EXERCISE DESCRIPTION | For the entries below, the expected answer is the line with "display:flex; justify-content:space-between; align-items:center;", the line with "font-size:20px; font-weight:400; color:#767676", and every line between them, exactly as written, and nothing more.
- Opening Delimiter -
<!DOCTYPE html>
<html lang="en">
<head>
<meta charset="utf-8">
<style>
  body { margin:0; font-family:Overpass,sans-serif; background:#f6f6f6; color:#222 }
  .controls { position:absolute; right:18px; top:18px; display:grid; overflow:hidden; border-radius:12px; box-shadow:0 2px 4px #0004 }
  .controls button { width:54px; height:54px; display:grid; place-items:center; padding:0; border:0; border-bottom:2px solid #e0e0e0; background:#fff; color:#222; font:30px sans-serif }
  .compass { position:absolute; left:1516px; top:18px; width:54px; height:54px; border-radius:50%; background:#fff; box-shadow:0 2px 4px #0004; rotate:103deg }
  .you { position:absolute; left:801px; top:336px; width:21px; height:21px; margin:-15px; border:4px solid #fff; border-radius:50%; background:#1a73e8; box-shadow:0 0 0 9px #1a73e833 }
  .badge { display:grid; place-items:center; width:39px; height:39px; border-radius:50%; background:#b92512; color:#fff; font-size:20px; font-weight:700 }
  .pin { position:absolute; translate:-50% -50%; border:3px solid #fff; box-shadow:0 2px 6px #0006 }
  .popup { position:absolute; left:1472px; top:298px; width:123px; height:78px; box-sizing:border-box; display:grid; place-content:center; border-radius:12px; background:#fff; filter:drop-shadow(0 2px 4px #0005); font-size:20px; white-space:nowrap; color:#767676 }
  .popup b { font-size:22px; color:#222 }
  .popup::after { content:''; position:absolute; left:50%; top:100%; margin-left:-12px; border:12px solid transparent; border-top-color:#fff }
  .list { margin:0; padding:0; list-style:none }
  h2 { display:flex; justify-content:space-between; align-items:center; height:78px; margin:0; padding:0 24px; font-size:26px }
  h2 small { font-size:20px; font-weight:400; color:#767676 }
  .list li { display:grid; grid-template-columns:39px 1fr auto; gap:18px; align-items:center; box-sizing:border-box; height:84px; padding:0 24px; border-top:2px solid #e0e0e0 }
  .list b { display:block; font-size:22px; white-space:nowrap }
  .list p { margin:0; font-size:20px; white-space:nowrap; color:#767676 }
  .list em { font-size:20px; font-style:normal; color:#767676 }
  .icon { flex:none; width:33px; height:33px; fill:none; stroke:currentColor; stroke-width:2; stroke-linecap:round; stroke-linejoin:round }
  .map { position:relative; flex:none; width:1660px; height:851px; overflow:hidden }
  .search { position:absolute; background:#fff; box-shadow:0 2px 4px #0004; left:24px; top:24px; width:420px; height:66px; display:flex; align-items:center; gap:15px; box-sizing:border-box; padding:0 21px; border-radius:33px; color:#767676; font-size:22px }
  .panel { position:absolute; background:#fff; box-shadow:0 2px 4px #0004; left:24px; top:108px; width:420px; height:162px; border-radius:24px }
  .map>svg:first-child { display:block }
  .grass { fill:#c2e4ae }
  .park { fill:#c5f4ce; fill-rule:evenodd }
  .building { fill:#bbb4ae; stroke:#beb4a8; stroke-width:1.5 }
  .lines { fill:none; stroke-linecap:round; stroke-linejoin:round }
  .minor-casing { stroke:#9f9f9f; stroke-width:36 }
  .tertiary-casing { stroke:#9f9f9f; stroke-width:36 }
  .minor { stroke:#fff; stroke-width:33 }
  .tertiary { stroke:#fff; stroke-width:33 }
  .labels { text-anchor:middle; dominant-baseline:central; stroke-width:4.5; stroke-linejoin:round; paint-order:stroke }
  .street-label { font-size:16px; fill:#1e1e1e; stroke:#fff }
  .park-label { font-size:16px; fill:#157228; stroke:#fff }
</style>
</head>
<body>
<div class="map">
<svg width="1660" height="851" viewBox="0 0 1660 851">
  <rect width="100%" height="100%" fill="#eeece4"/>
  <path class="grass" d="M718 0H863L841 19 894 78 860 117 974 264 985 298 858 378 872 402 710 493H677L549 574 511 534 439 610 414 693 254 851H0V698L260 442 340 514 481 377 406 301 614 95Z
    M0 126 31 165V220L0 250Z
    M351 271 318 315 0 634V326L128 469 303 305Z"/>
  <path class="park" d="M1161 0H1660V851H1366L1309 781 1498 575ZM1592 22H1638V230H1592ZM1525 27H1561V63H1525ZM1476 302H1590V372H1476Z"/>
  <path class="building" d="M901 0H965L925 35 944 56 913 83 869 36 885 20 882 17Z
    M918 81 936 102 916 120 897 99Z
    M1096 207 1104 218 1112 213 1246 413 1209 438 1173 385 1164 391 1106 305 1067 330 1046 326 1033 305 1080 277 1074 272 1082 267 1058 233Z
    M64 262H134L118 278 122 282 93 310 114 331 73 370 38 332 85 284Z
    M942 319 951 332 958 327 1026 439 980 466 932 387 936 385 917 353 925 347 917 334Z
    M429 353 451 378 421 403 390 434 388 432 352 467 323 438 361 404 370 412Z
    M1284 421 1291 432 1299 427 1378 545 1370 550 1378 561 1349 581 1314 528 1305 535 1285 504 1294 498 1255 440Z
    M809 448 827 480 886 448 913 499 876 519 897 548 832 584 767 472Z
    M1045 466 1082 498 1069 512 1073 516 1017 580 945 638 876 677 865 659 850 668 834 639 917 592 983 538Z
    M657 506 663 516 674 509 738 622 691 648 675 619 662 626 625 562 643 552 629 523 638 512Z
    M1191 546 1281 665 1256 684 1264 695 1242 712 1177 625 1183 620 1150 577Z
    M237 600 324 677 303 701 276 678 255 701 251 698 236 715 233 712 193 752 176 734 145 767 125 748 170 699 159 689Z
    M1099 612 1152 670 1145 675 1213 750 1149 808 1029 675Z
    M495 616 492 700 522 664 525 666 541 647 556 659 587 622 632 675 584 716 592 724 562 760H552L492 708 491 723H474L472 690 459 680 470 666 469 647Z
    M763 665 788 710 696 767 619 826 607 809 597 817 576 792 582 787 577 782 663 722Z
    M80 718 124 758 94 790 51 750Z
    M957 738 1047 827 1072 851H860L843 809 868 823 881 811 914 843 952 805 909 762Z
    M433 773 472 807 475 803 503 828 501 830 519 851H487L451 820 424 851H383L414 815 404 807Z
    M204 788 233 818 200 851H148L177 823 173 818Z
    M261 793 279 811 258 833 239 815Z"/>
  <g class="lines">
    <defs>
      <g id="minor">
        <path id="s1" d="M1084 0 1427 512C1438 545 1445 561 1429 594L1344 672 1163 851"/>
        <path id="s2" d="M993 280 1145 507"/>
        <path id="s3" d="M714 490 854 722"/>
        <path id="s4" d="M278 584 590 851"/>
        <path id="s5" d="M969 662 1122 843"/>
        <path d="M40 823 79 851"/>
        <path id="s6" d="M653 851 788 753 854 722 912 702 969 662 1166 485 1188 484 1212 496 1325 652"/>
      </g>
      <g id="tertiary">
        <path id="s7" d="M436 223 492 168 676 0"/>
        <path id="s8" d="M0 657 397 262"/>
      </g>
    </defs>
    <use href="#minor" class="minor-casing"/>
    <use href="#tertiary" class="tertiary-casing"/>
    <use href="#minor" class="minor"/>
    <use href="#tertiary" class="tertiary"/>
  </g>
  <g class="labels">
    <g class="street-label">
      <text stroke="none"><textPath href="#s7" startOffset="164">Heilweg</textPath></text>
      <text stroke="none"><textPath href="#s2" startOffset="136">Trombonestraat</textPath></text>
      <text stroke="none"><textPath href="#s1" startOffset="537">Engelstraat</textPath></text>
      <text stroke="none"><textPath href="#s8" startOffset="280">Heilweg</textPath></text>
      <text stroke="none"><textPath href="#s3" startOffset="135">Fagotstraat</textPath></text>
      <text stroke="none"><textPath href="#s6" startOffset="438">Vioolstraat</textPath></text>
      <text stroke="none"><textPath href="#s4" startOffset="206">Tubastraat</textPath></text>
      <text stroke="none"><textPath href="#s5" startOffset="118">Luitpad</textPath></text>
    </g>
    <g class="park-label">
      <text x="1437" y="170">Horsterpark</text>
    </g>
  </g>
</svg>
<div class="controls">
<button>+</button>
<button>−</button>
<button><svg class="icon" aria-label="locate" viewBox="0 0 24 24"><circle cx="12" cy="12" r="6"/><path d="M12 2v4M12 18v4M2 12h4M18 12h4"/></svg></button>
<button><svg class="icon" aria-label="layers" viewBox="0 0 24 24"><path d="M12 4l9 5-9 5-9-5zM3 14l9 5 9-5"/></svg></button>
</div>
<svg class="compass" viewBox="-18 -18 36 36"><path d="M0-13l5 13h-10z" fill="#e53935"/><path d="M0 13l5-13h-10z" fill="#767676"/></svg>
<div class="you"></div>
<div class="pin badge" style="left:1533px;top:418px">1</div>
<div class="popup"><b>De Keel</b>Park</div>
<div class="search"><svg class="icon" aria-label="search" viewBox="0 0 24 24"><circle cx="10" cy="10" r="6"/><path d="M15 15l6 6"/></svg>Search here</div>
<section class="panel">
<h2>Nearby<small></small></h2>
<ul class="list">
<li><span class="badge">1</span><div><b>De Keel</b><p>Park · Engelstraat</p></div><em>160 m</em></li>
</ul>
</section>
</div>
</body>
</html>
- Closing Delimiter -
ANSWER TO THIS PROBLEM |
  h2 { display:flex; justify-content:space-between; align-items:center; height:78px; margin:0; padding:0 24px; font-size:26px }
  h2 small { font-size:20px; font-weight:400; color:#767676 }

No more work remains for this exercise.